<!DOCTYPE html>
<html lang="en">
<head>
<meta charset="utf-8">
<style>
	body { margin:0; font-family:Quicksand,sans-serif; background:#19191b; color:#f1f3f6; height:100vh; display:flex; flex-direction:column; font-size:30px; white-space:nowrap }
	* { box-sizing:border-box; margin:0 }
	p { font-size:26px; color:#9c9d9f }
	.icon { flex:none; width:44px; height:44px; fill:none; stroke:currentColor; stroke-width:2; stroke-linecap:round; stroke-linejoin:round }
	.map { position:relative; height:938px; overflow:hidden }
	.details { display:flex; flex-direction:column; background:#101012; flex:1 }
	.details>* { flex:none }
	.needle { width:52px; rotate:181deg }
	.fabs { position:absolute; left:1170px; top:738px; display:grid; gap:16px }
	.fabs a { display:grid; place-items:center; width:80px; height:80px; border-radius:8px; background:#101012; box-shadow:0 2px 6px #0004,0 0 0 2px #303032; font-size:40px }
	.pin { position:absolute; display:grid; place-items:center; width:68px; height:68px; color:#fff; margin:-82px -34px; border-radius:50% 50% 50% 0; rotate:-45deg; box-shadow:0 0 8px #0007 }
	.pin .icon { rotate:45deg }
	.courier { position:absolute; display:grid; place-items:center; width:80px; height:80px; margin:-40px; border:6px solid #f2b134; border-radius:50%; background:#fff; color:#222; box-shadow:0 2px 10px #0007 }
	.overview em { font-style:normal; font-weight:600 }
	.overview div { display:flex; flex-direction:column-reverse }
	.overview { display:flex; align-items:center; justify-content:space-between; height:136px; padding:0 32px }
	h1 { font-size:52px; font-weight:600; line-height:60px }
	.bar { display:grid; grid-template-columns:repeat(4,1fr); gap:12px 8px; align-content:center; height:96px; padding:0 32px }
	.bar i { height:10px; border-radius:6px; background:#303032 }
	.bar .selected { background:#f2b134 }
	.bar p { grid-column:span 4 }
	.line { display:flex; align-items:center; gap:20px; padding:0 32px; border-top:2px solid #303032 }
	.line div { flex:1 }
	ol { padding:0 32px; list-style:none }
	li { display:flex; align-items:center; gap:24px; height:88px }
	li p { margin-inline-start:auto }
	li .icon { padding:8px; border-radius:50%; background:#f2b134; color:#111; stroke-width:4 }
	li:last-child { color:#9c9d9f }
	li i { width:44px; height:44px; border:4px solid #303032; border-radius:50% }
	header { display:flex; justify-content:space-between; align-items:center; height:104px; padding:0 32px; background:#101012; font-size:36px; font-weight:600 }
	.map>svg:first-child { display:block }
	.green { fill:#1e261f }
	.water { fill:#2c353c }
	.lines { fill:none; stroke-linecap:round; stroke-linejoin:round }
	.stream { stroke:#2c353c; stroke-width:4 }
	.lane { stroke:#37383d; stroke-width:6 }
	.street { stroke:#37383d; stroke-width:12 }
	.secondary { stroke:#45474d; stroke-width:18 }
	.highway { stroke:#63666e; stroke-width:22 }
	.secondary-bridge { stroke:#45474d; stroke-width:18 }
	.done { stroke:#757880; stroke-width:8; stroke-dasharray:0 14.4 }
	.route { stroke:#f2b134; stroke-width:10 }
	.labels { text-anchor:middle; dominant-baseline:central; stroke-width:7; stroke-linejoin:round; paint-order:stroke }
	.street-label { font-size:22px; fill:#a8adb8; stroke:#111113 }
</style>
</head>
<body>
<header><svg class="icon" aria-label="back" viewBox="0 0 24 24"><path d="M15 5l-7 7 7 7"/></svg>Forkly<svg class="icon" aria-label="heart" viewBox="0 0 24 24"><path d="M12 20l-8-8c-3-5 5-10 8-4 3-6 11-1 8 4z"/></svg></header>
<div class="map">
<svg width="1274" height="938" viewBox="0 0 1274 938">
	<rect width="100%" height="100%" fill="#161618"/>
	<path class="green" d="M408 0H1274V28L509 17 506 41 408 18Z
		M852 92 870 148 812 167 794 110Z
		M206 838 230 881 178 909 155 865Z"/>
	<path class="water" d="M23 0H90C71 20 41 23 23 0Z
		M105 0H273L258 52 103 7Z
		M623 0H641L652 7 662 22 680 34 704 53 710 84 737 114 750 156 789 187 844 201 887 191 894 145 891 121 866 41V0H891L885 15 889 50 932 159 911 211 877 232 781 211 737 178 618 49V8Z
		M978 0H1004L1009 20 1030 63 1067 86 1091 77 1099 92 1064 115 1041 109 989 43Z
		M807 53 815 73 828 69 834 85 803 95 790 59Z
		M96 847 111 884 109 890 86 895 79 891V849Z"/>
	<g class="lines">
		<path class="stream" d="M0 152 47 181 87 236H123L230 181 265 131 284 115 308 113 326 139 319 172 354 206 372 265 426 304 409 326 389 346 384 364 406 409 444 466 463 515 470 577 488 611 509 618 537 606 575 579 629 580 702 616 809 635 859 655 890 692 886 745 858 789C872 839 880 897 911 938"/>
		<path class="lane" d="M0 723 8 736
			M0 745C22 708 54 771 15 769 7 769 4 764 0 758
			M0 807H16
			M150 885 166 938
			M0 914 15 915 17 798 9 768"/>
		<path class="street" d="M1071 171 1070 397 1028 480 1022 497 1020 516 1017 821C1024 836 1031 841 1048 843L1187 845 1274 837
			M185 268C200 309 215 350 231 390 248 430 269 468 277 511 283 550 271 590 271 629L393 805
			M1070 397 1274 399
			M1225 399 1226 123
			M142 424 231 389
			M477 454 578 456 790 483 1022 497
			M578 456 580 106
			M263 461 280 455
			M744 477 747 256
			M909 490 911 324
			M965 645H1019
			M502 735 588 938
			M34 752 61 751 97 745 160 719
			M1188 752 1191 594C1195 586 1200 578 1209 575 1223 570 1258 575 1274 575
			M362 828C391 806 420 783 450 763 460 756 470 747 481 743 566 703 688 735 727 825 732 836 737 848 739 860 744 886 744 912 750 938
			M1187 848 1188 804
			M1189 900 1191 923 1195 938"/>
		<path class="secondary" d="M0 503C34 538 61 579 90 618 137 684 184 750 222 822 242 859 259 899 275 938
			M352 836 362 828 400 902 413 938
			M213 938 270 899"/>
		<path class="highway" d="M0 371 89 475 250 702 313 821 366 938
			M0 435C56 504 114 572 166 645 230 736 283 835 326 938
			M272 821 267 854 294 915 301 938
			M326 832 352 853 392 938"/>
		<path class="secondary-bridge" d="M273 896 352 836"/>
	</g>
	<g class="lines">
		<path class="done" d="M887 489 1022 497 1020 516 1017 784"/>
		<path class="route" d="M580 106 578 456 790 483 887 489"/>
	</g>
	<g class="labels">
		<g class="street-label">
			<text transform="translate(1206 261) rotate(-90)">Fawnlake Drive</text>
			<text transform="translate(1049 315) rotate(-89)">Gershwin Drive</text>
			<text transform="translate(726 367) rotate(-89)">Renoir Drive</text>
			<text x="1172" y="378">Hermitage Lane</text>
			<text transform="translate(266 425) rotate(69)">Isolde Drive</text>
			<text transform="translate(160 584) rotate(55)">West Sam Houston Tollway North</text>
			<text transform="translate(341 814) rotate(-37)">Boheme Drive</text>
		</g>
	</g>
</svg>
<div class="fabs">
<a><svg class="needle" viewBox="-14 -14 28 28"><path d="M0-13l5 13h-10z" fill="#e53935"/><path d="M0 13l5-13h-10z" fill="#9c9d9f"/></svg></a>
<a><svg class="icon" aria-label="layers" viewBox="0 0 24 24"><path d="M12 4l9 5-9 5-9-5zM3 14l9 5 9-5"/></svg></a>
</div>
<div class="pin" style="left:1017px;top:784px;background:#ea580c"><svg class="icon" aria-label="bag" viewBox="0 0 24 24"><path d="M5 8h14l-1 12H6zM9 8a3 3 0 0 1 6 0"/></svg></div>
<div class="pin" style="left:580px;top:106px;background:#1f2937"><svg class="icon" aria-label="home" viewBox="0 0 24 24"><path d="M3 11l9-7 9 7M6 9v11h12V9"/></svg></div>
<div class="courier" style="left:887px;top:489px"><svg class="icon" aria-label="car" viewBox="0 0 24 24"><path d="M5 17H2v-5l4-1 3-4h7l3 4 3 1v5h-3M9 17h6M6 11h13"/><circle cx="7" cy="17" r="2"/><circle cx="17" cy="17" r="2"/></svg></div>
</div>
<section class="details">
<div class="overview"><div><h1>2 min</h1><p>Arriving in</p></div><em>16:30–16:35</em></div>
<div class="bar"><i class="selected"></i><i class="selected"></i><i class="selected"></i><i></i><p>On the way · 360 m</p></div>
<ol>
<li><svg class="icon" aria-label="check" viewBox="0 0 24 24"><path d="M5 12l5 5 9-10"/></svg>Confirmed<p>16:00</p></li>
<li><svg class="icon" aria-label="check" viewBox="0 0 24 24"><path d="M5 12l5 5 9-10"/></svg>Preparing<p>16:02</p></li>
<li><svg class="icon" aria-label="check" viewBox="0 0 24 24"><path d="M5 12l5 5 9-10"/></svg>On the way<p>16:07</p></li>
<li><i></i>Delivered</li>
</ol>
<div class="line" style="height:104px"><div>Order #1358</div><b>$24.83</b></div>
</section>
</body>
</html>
──────
• _WHAT TO DO_: Scan the material above for the string "linecap", returning each line that contains it.

• _EXERCISE OUTPUT_:
	.icon { flex:none; width:44px; height:44px; fill:none; stroke:currentColor; stroke-width:2; stroke-linecap:round; stroke-linejoin:round }
	.lines { fill:none; stroke-linecap:round; stroke-linejoin:round }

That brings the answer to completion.